Provided records:
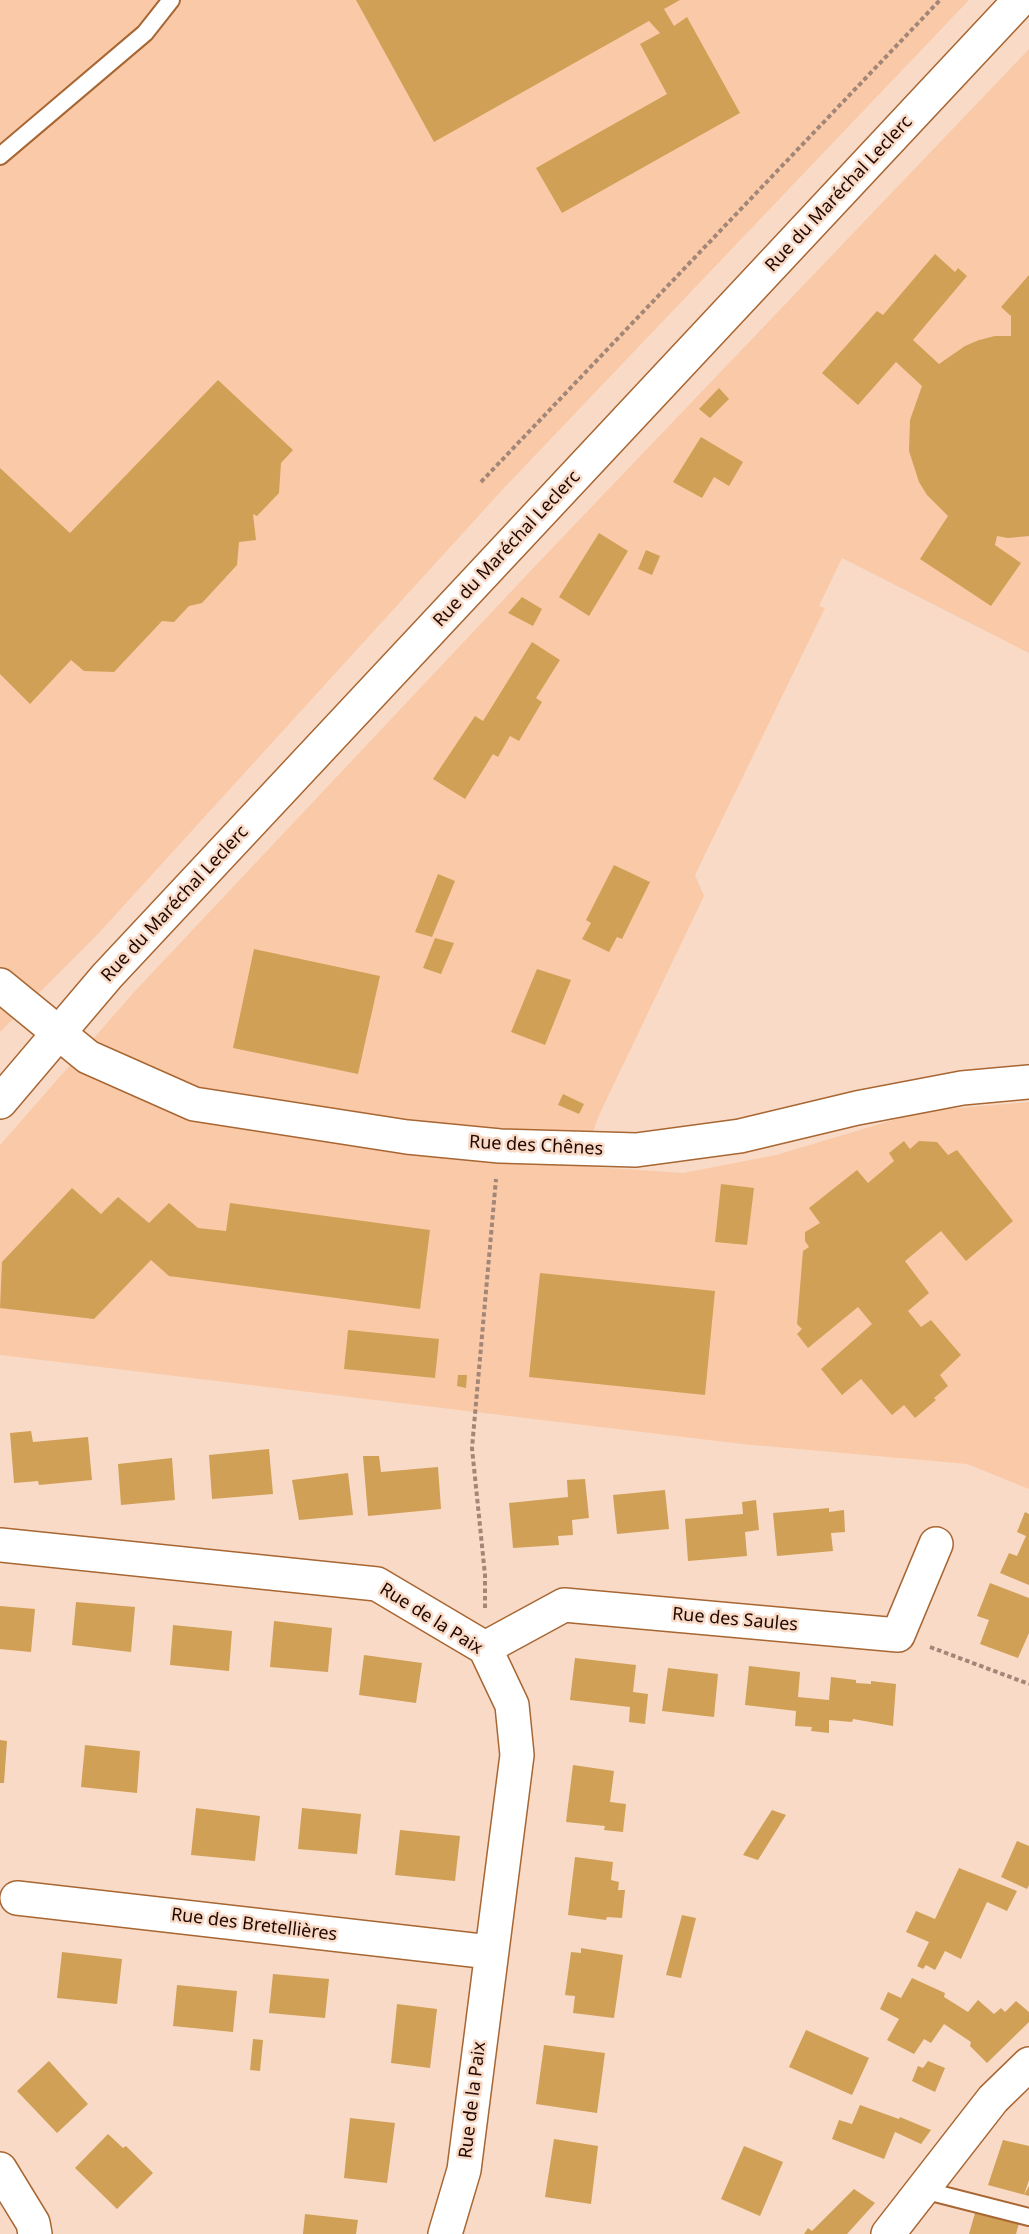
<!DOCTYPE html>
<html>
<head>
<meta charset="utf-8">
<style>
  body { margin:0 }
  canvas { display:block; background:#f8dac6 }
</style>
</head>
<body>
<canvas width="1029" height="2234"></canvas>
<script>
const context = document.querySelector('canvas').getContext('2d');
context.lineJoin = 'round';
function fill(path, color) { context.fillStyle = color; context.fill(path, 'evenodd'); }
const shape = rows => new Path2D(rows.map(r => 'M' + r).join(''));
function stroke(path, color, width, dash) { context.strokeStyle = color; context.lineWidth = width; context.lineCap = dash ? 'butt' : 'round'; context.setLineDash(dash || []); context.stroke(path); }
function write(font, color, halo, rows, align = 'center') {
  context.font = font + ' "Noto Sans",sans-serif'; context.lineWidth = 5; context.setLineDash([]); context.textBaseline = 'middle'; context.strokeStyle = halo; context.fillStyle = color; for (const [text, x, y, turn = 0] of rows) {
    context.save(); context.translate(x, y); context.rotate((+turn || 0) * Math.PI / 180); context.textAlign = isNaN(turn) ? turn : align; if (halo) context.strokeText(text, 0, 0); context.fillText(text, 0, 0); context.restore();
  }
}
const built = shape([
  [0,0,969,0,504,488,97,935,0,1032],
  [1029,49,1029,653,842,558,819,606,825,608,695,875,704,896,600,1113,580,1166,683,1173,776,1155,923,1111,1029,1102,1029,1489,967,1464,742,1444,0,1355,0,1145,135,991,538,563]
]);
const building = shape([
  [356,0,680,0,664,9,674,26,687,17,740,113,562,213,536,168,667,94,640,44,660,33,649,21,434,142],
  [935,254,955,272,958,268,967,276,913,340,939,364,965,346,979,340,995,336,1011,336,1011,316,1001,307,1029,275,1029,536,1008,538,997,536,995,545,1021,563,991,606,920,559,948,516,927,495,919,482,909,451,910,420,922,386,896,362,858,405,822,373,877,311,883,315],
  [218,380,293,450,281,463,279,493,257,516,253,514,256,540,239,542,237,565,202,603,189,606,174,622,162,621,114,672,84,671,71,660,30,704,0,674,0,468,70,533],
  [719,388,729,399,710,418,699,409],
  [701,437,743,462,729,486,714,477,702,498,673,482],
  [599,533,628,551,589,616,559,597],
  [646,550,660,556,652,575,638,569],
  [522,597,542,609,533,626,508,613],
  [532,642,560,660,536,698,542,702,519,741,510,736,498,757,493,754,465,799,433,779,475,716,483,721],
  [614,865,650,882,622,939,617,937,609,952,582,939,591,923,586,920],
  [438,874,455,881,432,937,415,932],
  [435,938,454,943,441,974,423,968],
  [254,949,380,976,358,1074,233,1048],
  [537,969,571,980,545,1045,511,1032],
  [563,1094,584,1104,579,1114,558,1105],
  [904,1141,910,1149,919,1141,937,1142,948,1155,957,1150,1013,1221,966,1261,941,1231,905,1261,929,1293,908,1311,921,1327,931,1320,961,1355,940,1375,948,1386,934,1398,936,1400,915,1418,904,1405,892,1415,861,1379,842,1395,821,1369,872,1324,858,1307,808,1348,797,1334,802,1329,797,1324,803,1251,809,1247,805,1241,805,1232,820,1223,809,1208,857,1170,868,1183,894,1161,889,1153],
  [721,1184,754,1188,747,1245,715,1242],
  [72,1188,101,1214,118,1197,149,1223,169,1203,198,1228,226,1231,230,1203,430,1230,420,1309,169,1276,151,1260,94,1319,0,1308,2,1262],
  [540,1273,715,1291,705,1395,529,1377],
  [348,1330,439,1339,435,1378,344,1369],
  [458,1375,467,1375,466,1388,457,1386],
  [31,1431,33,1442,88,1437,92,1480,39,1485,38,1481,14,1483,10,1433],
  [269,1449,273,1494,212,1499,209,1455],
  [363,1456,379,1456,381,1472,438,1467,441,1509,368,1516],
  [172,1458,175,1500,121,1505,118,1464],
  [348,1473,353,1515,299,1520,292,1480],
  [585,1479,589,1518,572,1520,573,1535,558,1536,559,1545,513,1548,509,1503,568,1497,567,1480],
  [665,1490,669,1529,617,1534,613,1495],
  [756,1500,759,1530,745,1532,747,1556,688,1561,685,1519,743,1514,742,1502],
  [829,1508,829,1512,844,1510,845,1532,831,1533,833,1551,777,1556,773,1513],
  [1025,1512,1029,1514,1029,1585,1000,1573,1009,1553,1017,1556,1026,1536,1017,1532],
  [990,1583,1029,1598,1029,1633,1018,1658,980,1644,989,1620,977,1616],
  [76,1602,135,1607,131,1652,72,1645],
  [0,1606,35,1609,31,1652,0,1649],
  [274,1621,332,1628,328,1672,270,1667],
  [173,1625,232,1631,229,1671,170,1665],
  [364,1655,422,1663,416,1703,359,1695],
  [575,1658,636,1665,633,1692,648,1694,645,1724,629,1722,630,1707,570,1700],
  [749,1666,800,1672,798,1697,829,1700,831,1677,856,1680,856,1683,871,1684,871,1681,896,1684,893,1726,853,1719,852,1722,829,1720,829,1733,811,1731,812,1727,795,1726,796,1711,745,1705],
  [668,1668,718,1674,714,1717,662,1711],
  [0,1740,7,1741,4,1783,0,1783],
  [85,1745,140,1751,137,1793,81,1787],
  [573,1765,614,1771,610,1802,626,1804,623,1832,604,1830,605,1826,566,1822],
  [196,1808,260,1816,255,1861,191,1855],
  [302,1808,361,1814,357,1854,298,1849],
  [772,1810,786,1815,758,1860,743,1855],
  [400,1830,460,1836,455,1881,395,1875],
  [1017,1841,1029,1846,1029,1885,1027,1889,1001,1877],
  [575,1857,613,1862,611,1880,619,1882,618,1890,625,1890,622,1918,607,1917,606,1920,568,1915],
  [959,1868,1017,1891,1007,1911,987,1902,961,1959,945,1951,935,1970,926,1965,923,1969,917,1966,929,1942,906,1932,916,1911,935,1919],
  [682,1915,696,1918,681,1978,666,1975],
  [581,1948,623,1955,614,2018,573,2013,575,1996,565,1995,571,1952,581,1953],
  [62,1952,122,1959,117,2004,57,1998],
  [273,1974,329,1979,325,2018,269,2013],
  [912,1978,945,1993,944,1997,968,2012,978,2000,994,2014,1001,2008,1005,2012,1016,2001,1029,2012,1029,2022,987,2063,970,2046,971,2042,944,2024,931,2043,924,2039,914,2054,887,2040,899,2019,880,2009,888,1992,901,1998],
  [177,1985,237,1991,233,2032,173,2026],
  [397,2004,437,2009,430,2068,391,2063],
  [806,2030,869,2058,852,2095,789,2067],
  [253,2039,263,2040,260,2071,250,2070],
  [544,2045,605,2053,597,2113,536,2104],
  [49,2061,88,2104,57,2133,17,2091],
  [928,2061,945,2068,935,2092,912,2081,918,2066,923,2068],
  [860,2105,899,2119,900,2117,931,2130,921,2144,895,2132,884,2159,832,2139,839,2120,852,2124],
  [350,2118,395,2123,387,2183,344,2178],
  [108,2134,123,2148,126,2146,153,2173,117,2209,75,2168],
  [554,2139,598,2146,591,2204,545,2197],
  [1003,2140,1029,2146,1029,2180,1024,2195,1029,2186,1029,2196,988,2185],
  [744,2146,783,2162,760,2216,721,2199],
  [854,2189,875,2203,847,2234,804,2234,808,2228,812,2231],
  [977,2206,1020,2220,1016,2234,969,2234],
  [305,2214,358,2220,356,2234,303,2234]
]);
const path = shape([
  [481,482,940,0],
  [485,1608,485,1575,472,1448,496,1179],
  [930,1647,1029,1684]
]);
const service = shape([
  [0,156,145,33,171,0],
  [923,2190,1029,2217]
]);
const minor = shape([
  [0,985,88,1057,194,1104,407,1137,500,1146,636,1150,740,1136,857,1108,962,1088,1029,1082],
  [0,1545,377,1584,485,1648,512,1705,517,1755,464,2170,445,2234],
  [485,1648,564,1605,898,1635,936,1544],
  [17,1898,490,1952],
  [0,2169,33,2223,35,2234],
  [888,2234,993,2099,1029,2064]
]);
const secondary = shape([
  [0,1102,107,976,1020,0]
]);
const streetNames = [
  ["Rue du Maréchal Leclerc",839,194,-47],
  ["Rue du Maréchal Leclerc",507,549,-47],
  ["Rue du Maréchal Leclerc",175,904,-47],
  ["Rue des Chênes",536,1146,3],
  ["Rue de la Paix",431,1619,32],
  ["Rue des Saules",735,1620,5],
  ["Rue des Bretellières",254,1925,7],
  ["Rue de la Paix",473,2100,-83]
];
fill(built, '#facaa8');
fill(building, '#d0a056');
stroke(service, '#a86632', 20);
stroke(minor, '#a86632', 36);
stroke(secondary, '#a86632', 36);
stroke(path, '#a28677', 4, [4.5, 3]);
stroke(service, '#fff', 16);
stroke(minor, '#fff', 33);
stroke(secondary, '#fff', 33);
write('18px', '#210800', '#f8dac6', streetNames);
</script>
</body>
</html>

Exercise aim: Please set down, with no changes, the line that contains "stroke(service, '#a86632', 20);" and all the lines after it until the entries end; write nothing besides them.

Solution to the exercise:
stroke(service, '#a86632', 20);
stroke(minor, '#a86632', 36);
stroke(secondary, '#a86632', 36);
stroke(path, '#a28677', 4, [4.5, 3]);
stroke(service, '#fff', 16);
stroke(minor, '#fff', 33);
stroke(secondary, '#fff', 33);
write('18px', '#210800', '#f8dac6', streetNames);
</script>
</body>
</html>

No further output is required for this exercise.